The murder scene is out in the middle of the woods, which seems to be at odds with how the trolls have been presented. They seem to prefer a rocky sort of place, but of course it’s not a troll kill anyway, and the plot has been hatched by idiots attempting to make their crime paper thin and entirely obvious.
The state troopers were thick on the ground with some plainclothes state detectives. I didn’t have to be introduced to them to know they were cops. They moved around the scene with little plastic gloves on, squatting on the balls of their feet rather than kneeling on the evidence.
I’d have guessed that they were connected to the police by the fact that they’ll be wearing bio-hazard suits to stop them from contaminating evidence. I thought that LKH knew all about how the police operated from her super-duper cop friends. I’ve just finished reading Red Dragon. That was published in 1981 and the standard duties of evidence in that book are far more relevant and modern than this dreck.
Anita pulls out her license and immediately jumps into the crime scene without waiting to be given permission. Stomp, stomp. Her boots have brought in blood, semen, and mud. She has contaminated the crime scene and has caused several weeks of hassle for the crime scene team working here. Well done Anita. None of the policemen question why she’s jumped the crime scene tape, and thumb her through to the guy in charge. They’re all pretty shaken by whatever the murder scene is like, and this allows Anita to rhapsodise on how tuff the police are and how they don’t get shaken by anything and that whole speech that comes pouring out any and all times the police are mentioned.

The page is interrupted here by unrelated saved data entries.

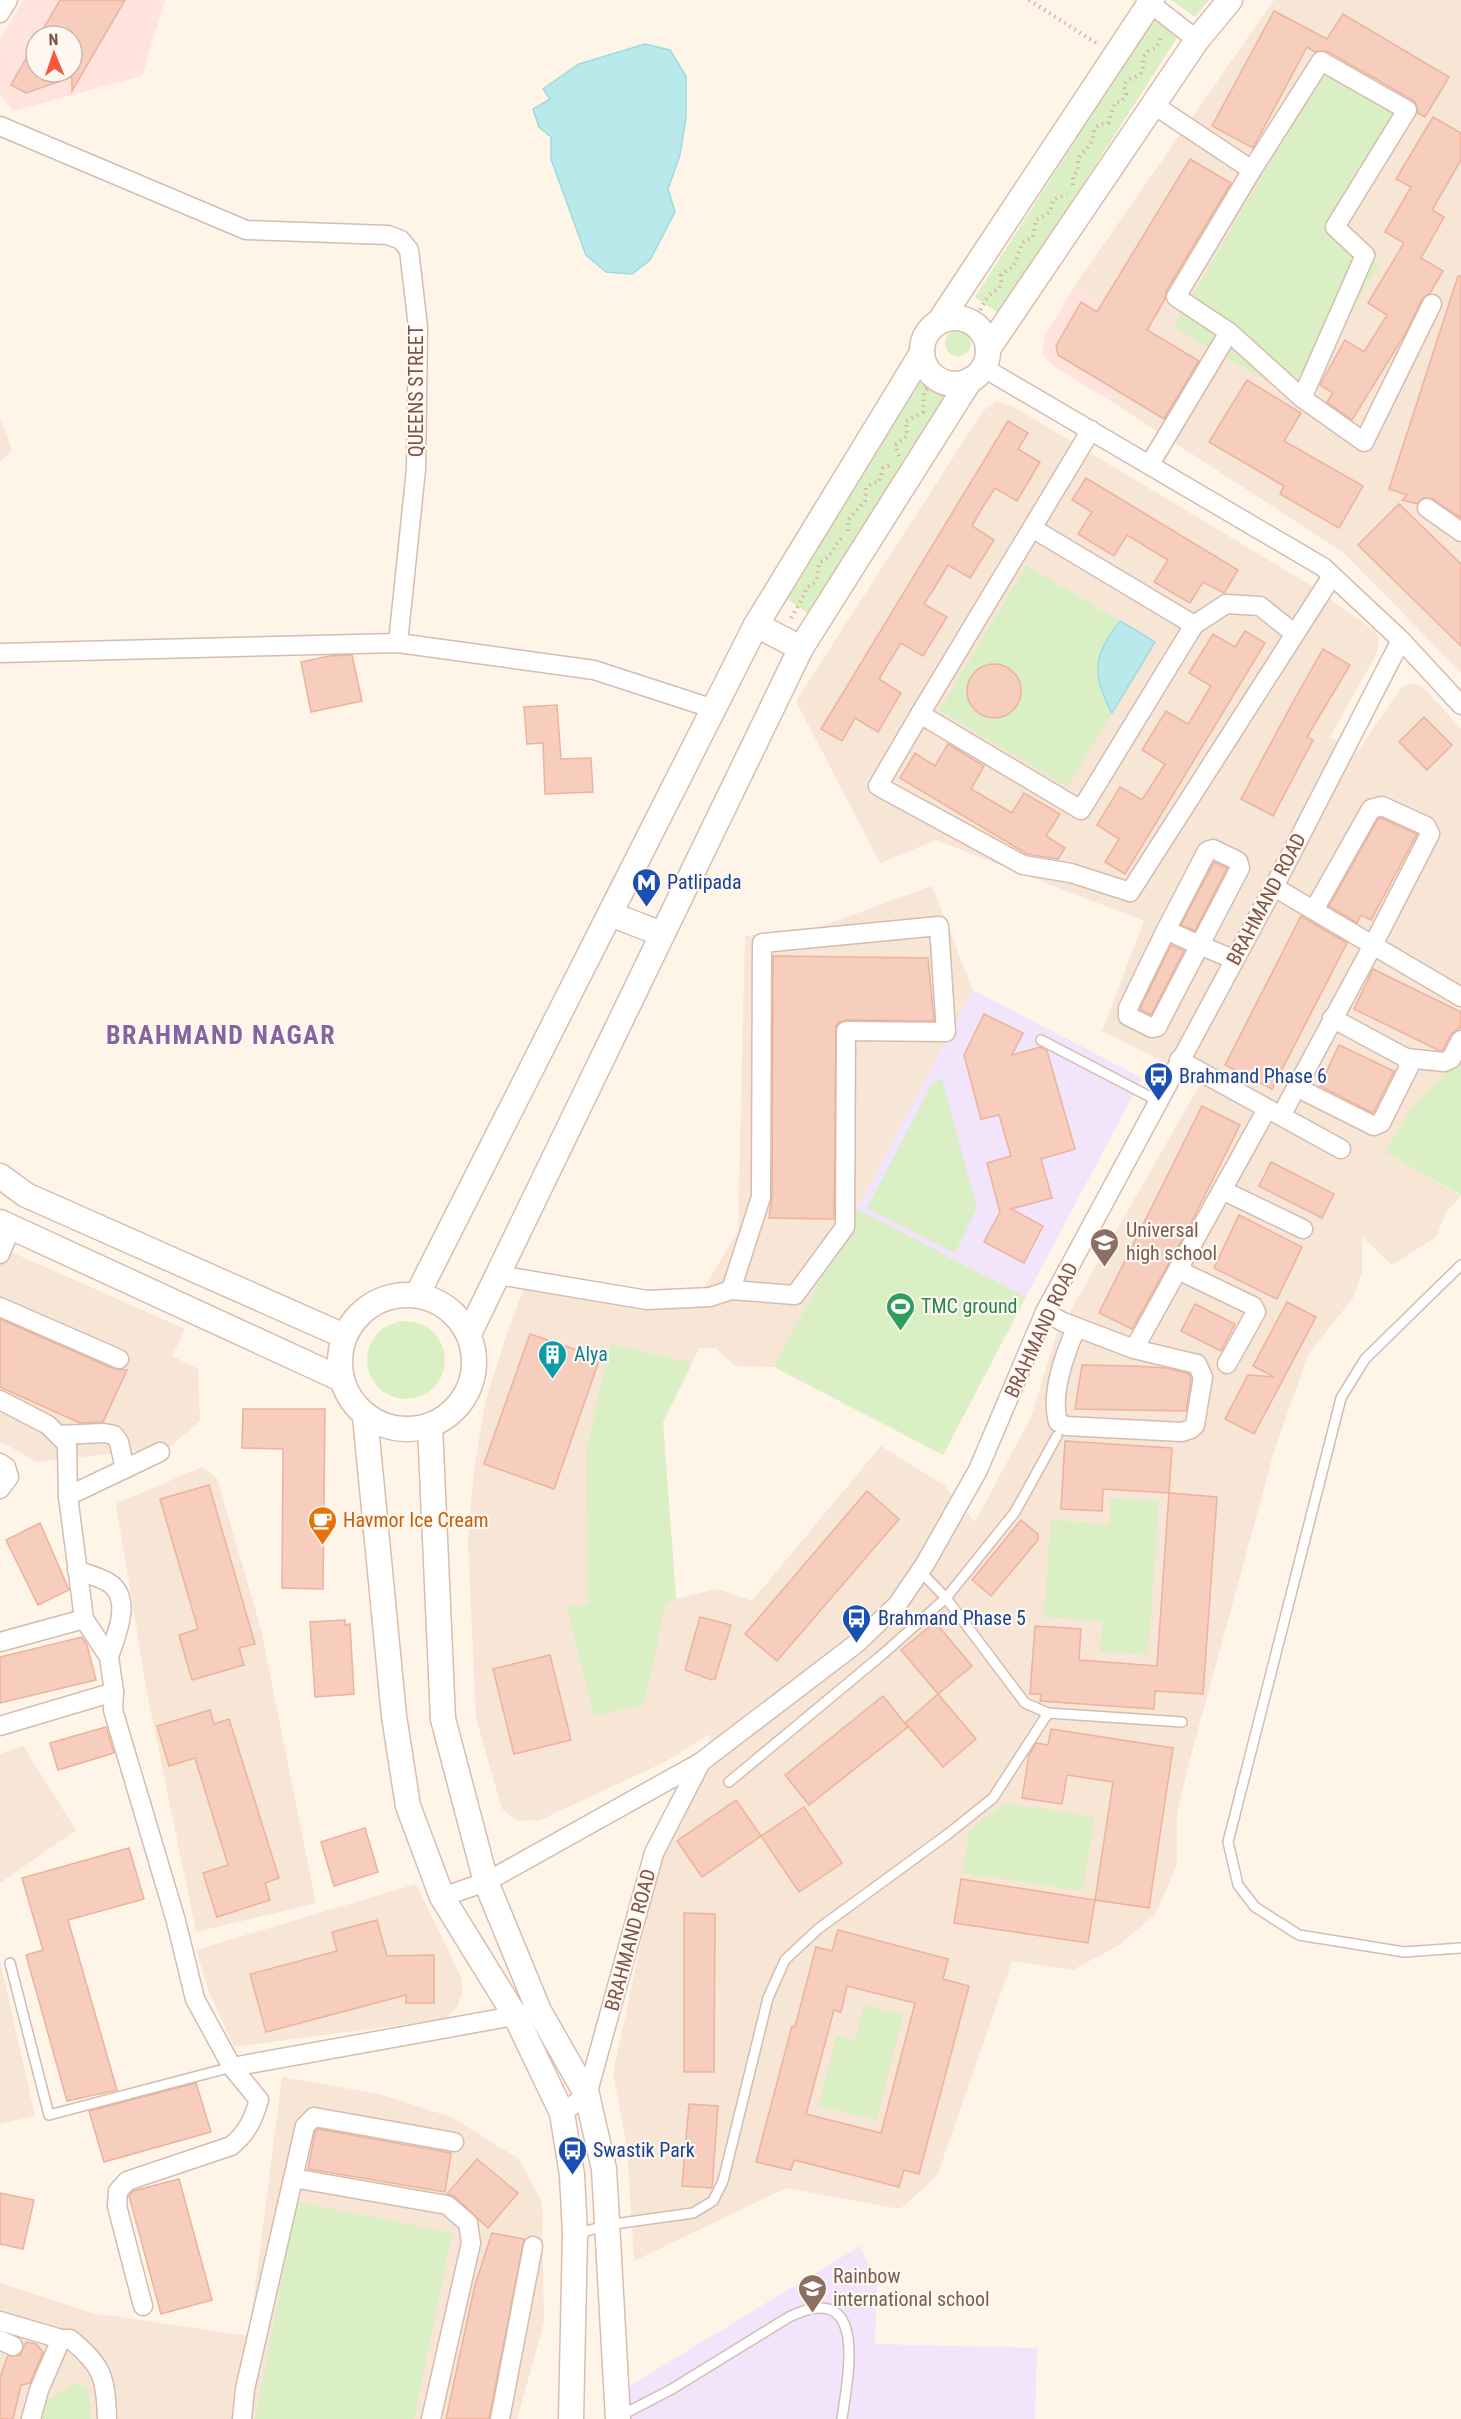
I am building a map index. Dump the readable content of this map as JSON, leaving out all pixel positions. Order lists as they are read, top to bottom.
{
  "streets": {
    "street": ["QUEENS STREET", "BRAHMAND ROAD"]
  },
  "districts": ["BRAHMAND NAGAR"],
  "places": {
    "metro station": ["Patlipada"],
    "bus stop": ["Brahmand Phase 6", "Brahmand Phase 5", "Swastik Park"],
    "school or university": ["Universal high school", "Rainbow international school"],
    "sports": ["TMC ground"],
    "building": ["Alya"],
    "cafe": ["Havmor Ice Cream"]
  },
  "north": "top"
}
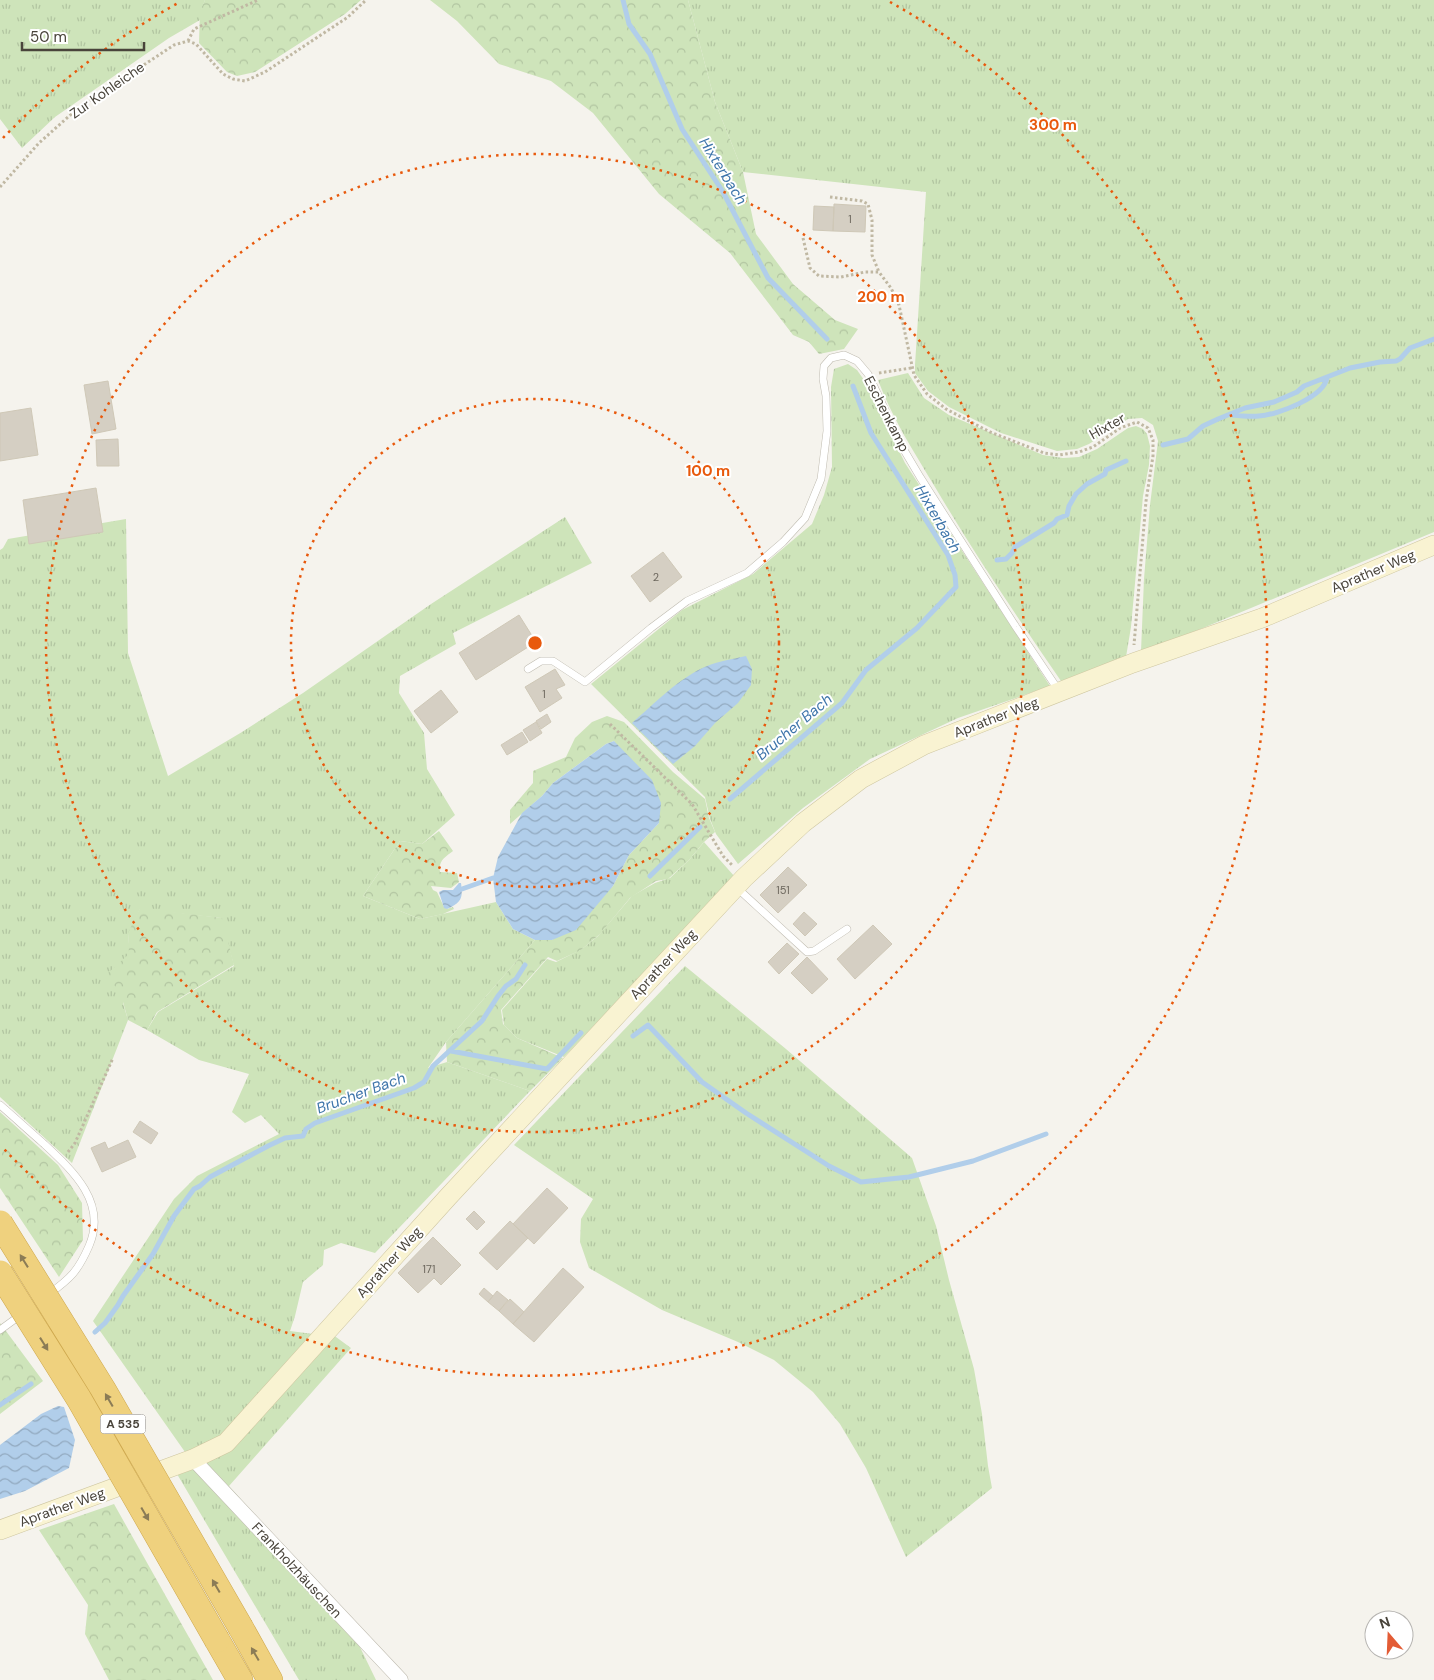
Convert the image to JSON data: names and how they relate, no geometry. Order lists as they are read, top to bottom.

Anything to bolster up that word count, eh? Or do you think that if you ask LKH about the police, the speech comes out fully prepared anyway?
The female EMT is throwing up and Anita points out that’s a bad sign. I point out that the only woman who isn’t Anita is the one having the bad reaction.
Maiden stops Anita, and points her through to Captain Henderson, the dude in charge.
“Maiden,” I said. I left off the officer on purpose, because as far as I was concerned, he wasn’t an officer. He’d stopped being a cop when he became a bad guy.
I’d prefer ‘officer’ to be in quotation marks for that sentence, but honestly, I’m distracted by that last sentence. ‘He’d stopped being a cop when he became a bad guy’. How old are you? Ten? That sounds like the sentence and reasoning of a child. ‘The bad guys’. Who refers to people like that into adulthood? It is utterly naïve and simplistic to divide the world into ‘bad guys’ and ‘good guys’, seeing as, you know, the world is a touch more complicated than that. Hell, the ‘good guys’ in this book are morally grey up the wazoo! Sentences like that drag me out of the narrative and make it seem that the book is aimed for a much younger demographic. Or it was written by someone with very poor narrative skills.
Henderson then arrives, demands to know what Anita is doing here, and is then told the jolly news that he has to be her babysitter for the next hour or two.
He looked me up and down, not sexual, but as if he was taking my measure. I was used to that, though it was usually a little less blatant.
IF YOU’RE SO USED TO IT, THEN WHY HAVE YOU GOT TO DRAW ATTENTION TO THE FACT THAT IT WASN’T SEXUAL? WHY MUST EVERYTHING BE RELATED TO SEX? I DON’T CARE ABOUT SEX IN AN URBAN PARANORMAL THRILLER. I WANT TO KNOW ABOUT THE CRIME. IF YOU WANT TO WRITE A BONK CRAZY ROMANCE NOVEL, THEN WRITE A BONK CRAZY ROMANCE NOVEL. DON’T SKEWER IT INTO YOUR SHIT CRIME STORIES.
I would be less angry if instead she related everything sexual about cheese. My new year’s resolution is to try and make ‘smell my cheese’ a thing every time Anita waffles on about sex.
Anita then laughs at him and says she knows all about the murder scene being bad, and I just want to slap her. She is so painfully insufferably smug. If you want to create an everywoman character – which Anita is, although she is forced into being exactly every woman – smugness is not a good trait to have. Smugness is the trait of the Scarlett O’Hara’s, and while I adore Scarlett as a character, that does not mean I like her. She has the smugness of a well fed cat, and if there is anything that really turns people away from liking a character, it’s by making them a smug little snake.
”So, take me to see the grisly remains. The foreplay is getting tiresome.”
SHUT UP OH GOD SHUT UP
If this book was powered by my imagination (and it should be), Henderson would tell her to get fucked and call up the local RPIT team. Why is he even letting Anita Blake advise him? Surely they’d be a better choice and wouldn’t come with her smug baggage.
Heh, that’s what her butt should be called. Her smug baggage.
I’m allowed to be childish if she’s allowed to be childish. That’s logic.
Anyway, it’s body time.
After reading Red Dragon and The Silence of the Lambs, I would give good money for Anita Blake to be checked into therapy under a certain doctor. Very good money.